In modern-day Western culture where gender equality has become generally more accepted, women still feel the need to sacrifice pushing their absolute boundaries. For some reason, women unintentionally hold themselves back, causing them to still be dealing with a gender gap in some professions. Recently, a Psychology Today article picked up a study from the 1980s on fifth grade children. The study shows that bright young girls were the ones who had the greatest struggles with the harder materials.
She found that bright girls, when given something to learn that was particularly foreign or complex, were quick to give up — and the higher the girl's IQ, the more likely they were to throw in the towel. In fact, the straight-A girls showed the most helpless responses. Bright boys, on the other hand, saw the difficult material as a challenge and found it energizing.

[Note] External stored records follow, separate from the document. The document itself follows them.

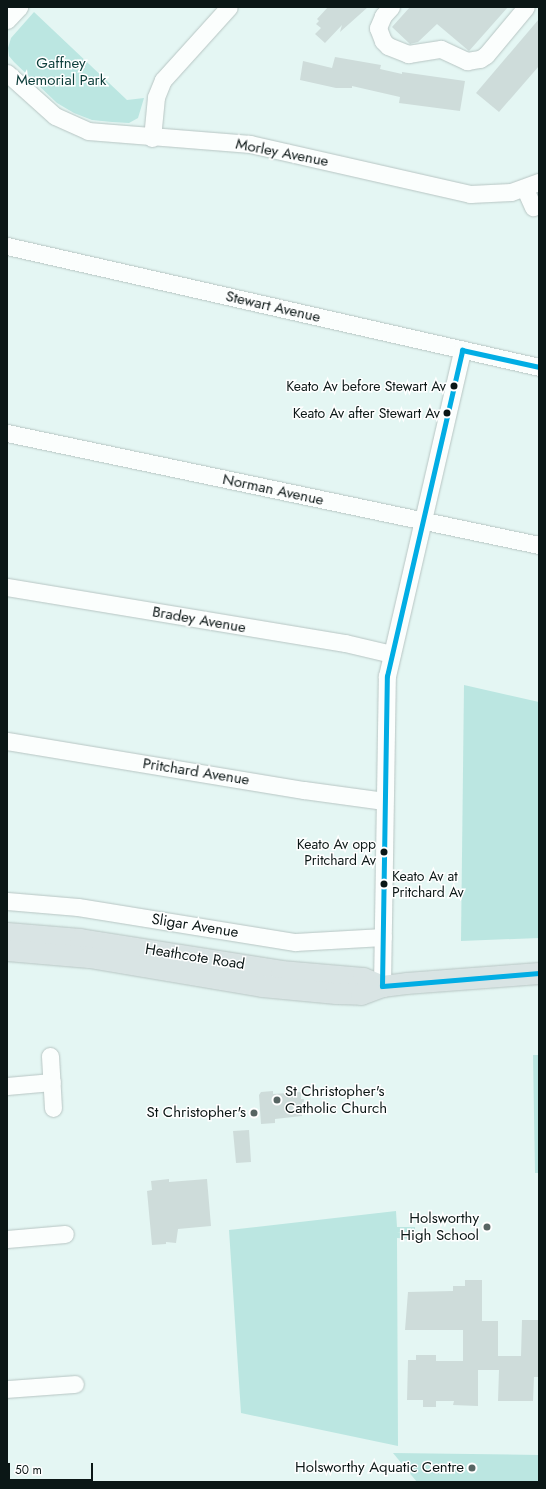 <!DOCTYPE html>
<style>
body{margin:0}
#map{position:relative;width:546px;height:1489px;overflow:hidden;background:#e4f6f3;font-family:Jost,sans-serif}
div>[style]{position:absolute}
[style*='--x']{left:calc(var(--x)*1px);top:calc(var(--y)*1px);width:calc(var(--w)*1px);rotate:calc(var(--a)*1deg)}
.green>*{inset:0;background:#bbe6e1}
.building>*{inset:0;background:#cedcda}
.roads{filter:drop-shadow(0 0 1px #b7c5c3) drop-shadow(0 0 1px #b7c5c3)}
.minor>*{height:17px;margin:-8.5px;padding:0 8.5px;transform-origin:8.5px;border-radius:8.5px;background:#fbfefd}
.major>*{height:21px;margin:-10.5px;padding:0 10.5px;transform-origin:10.5px;border-radius:10.5px;background:#d9e4e4}
.bus-1>*{height:5px;margin:-2.5px;padding:0 2.5px;transform-origin:2.5px;border-radius:2.5px;background:#01ade4}
.dots>*{width:11px;height:11px;translate:-50% -50%;box-sizing:border-box;border:2px solid #fff;border-radius:50%}
span{translate:-50% -50%;white-space:nowrap;text-align:center;line-height:1.15;-webkit-text-stroke:3px #fff;paint-order:stroke}
.bus-label{font-size:14px;color:#0b1716}
.right{translate:-100% -50%;text-align:right}
.left{translate:0 -50%;text-align:left}
.park-label{font-size:15px;color:#0c3e3a}
.street-label{font-size:15px;color:#0b1716}
.poi-label{font-size:15px;color:#0b1716}
.frame{position:absolute;inset:0;border:8px solid #0b1716;pointer-events:none}
.scale{position:absolute;left:8px;top:1463px;width:85px;height:18px;box-sizing:border-box;border:2px solid #0b1716;border-top:0;padding-left:5px;font-size:12px;line-height:14px;white-space:nowrap;color:#0b1716;-webkit-text-stroke:3px #fff;paint-order:stroke}
</style>
<div id="map">
<div class="green">
<i style="clip-path:polygon(34px 12px,127px 100px,144px 98px,138px 118px,129px 123px,112px 122px,92px 120px,74px 113px,57px 103px,14px 62px,9px 56px,8px 48px,11px 38px)"></i>
<i style="clip-path:polygon(464px 685px,539px 702px,539px 938px,461px 941px)"></i>
<i style="clip-path:polygon(533px 1055px,539px 1055px,539px 1173px,535px 1173px)"></i>
<i style="clip-path:polygon(396px 1211px,397px 1227px,415px 1227px,415px 1232px,397px 1232px,415px 1234px,415px 1239px,397px 1238px,398px 1446px,241px 1413px,229px 1230px)"></i>
<i style="clip-path:polygon(393px 1453px,539px 1455px,539px 1482px,417px 1482px)"></i>
</div>
<div class="building">
<i style="clip-path:polygon(328px 7px,368px 7px,340px 32px,342px 25px,325px 43px,315px 34px,321px 28px,316px 24px,319px 21px,317px 19px)"></i>
<i style="clip-path:polygon(410px 7px,508px 7px,469px 51px,437px 24px,418px 42px,410px 44px,392px 27px)"></i>
<i style="clip-path:polygon(539px 19px,539px 66px,499px 112px,476px 93px)"></i>
<i style="clip-path:polygon(335px 57px,381px 65px,380px 69px,402px 74px,402px 72px,465px 81px,460px 111px,399px 103px,400px 97px,352px 86px,352px 88px,336px 88px,300px 80px,303px 61px,332px 68px)"></i>
<i style="clip-path:polygon(273px 1091px,273px 1094px,301px 1092px,301px 1099px,304px 1099px,302px 1116px,275px 1119px,275px 1123px,261px 1124px,259px 1095px,261px 1092px)"></i>
<i style="clip-path:polygon(249px 1130px,251px 1162px,236px 1163px,233px 1131px)"></i>
<i style="clip-path:polygon(169px 1179px,169px 1182px,207px 1179px,211px 1226px,178px 1229px,176px 1243px,166px 1242px,166px 1244px,152px 1245px,147px 1191px,152px 1190px,151px 1181px)"></i>
<i style="clip-path:polygon(465px 1280px,482px 1280px,482px 1321px,498px 1321px,498px 1356px,521px 1356px,522px 1320px,539px 1320px,539px 1377px,534px 1377px,533px 1401px,498px 1401px,499px 1370px,478px 1370px,478px 1406px,453px 1405px,454px 1401px,436px 1401px,436px 1407px,423px 1407px,423px 1400px,407px 1400px,408px 1360px,416px 1360px,416px 1355px,436px 1355px,436px 1361px,463px 1361px,463px 1330px,405px 1330px,408px 1292px,453px 1291px,453px 1286px,465px 1286px)"></i>
</div>
<div class="roads">
<div class="minor">
<i style="--x:391;--y:7;--w:12;--a:132"></i>
<i style="--x:383;--y:16;--w:13;--a:113"></i>
<i style="--x:378;--y:28;--w:14;--a:69"></i>
<i style="--x:383;--y:41;--w:7;--a:45"></i>
<i style="--x:388;--y:46;--w:22;--a:22"></i>
<i style="--x:408;--y:54;--w:33;--a:-9"></i>
<i style="--x:441;--y:49;--w:29;--a:25"></i>
<i style="--x:467;--y:61;--w:13;--a:-9"></i>
<i style="--x:480;--y:59;--w:7;--a:-34"></i>
<i style="--x:486;--y:55;--w:62;--a:-50.2"></i>
<i style="--x:7;--y:20;--w:18;--a:-47"></i>
<i style="--x:7;--y:73;--w:64;--a:41.9"></i>
<i style="--x:55;--y:116;--w:36;--a:24"></i>
<i style="--x:88;--y:131;--w:163;--a:4.6"></i>
<i style="--x:250;--y:144;--w:226;--a:12.8"></i>
<i style="--x:470;--y:194;--w:41;--a:-2.8"></i>
<i style="--x:511;--y:192;--w:30;--a:-20"></i>
<i style="--x:152;--y:138;--w:41;--a:-84.4"></i>
<i style="--x:156;--y:97;--w:18;--a:-68"></i>
<i style="--x:163;--y:80;--w:98;--a:-47.9"></i>
<i style="--x:525;--y:189;--w:20;--a:66"></i>
<i style="--x:7;--y:246;--w:546;--a:12.81"></i>
<i style="--x:7;--y:433;--w:544;--a:11.89"></i>
<i style="--x:7;--y:587;--w:343;--a:9.4"></i>
<i style="--x:345;--y:643;--w:48;--a:13.2"></i>
<i style="--x:7;--y:741;--w:301;--a:9.4"></i>
<i style="--x:304;--y:790;--w:81;--a:7.8"></i>
<i style="--x:7;--y:901;--w:71;--a:4.8"></i>
<i style="--x:78;--y:907;--w:220;--a:9.2"></i>
<i style="--x:295;--y:942;--w:88;--a:-3.3"></i>
<i style="--x:382;--y:986;--w:310;--a:-89.1"></i>
<i style="--x:387;--y:676;--w:335;--a:-77"></i>
<i style="--x:50;--y:1056;--w:52;--a:86.7"></i>
<i style="--x:7;--y:1086;--w:45;--a:-5.1"></i>
<i style="--x:7;--y:1239;--w:58;--a:-4.9"></i>
<i style="--x:7;--y:1389;--w:68;--a:-4.2"></i>
</div>
<div class="major">
<i style="--x:7;--y:933;--w:73;--a:4.7"></i>
<i style="--x:80;--y:939;--w:204;--a:9"></i>
<i style="--x:281;--y:971;--w:82;--a:4.9"></i>
<i style="--x:363;--y:978;--w:21;--a:23"></i>
<i style="--x:7;--y:950;--w:82;--a:4.9"></i>
<i style="--x:89;--y:957;--w:175;--a:9.5"></i>
<i style="--x:262;--y:986;--w:74;--a:5.4"></i>
<i style="--x:336;--y:993;--w:25;--a:2"></i>
<i style="--x:361;--y:994;--w:22;--a:-21"></i>
<i style="--x:382;--y:986;--w:24;--a:-7"></i>
<i style="--x:406;--y:983;--w:133;--a:-4.3"></i>
</div>
</div>
<div class="bus-1">
<i style="--x:462;--y:350;--w:79;--a:12.4"></i>
<i style="--x:382;--y:986;--w:310;--a:-89.1"></i>
<i style="--x:387;--y:676;--w:335;--a:-77"></i>
<i style="--x:382;--y:986;--w:158;--a:-4.7"></i>
</div>
<div class="dots">
<i style="left:454px;top:386px;background:#0b1716"></i>
<i style="left:447px;top:413px;background:#0b1716"></i>
<i style="left:384px;top:852px;background:#0b1716"></i>
<i style="left:384px;top:884px;background:#0b1716"></i>
<i style="left:277px;top:1100px;background:#576563"></i>
<i style="left:254px;top:1113px;background:#576563"></i>
<i style="left:487px;top:1227px;background:#576563"></i>
<i style="left:472px;top:1468px;background:#576563"></i>
</div>
<div class="bus-label">
<span class="right" style="left:446px;top:386px">Keato Av before Stewart Av</span>
<span class="right" style="left:440px;top:413px">Keato Av after Stewart Av</span>
<span class="right" style="left:376px;top:852px">Keato Av opp<br>Pritchard Av</span>
<span class="left" style="left:392px;top:884px">Keato Av at<br>Pritchard Av</span>
</div>
<div class="park-label">
<span style="left:61px;top:72px">Gaffney<br>Memorial Park</span>
</div>
<div class="street-label">
<span style="left:282px;top:153px;rotate:11deg">Morley Avenue</span>
<span style="left:273px;top:307px;rotate:13deg">Stewart Avenue</span>
<span style="left:273px;top:490px;rotate:12deg">Norman Avenue</span>
<span style="left:199px;top:620px;rotate:10deg">Bradey Avenue</span>
<span style="left:196px;top:772px;rotate:9deg">Pritchard Avenue</span>
<span style="left:195px;top:926px;rotate:9deg">Sligar Avenue</span>
<span style="left:195px;top:957px;rotate:9deg">Heathcote Road</span>
</div>
<div class="poi-label">
<span class="left" style="left:285px;top:1100px">St Christopher's<br>Catholic Church</span>
<span class="right" style="left:246px;top:1113px">St Christopher's</span>
<span class="right" style="left:479px;top:1227px">Holsworthy<br>High School</span>
<span class="right" style="left:464px;top:1468px">Holsworthy Aquatic Centre</span>
</div>
<div class="frame"></div>
<div class="scale">50 m</div>
</div>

They were more likely to redouble their efforts, rather than give up.
What this shows is that bright girls view talent as innate and unchangeable, where as bright boys seem to believe that talents are something that comes from practice and effort. A majority of this is believed to come from early education where girls are praised for having self-control or being clever, making girls think it is something they are born having or not. On the other hand, young boys tend to be wilder, and are given more feedback that capitalizes on effort (i.e., “If you would just sit still for one second, you might learn something.”)
This thinking often comes to define young girls as they grow up, causing them to become their own worst enemy. We are harder on ourselves, we hold ourselves back, we think that having the ability to do something comes from innate talent. We don’t realize that we can learn.
This can define us in our professions the same professions that are often male-dominated where women must go above and beyond to be successful. Combined with the still-existing gender gaps, how young girls are raised thinking that they can’t because they weren’t born knowing it, makes success for women enormously difficult.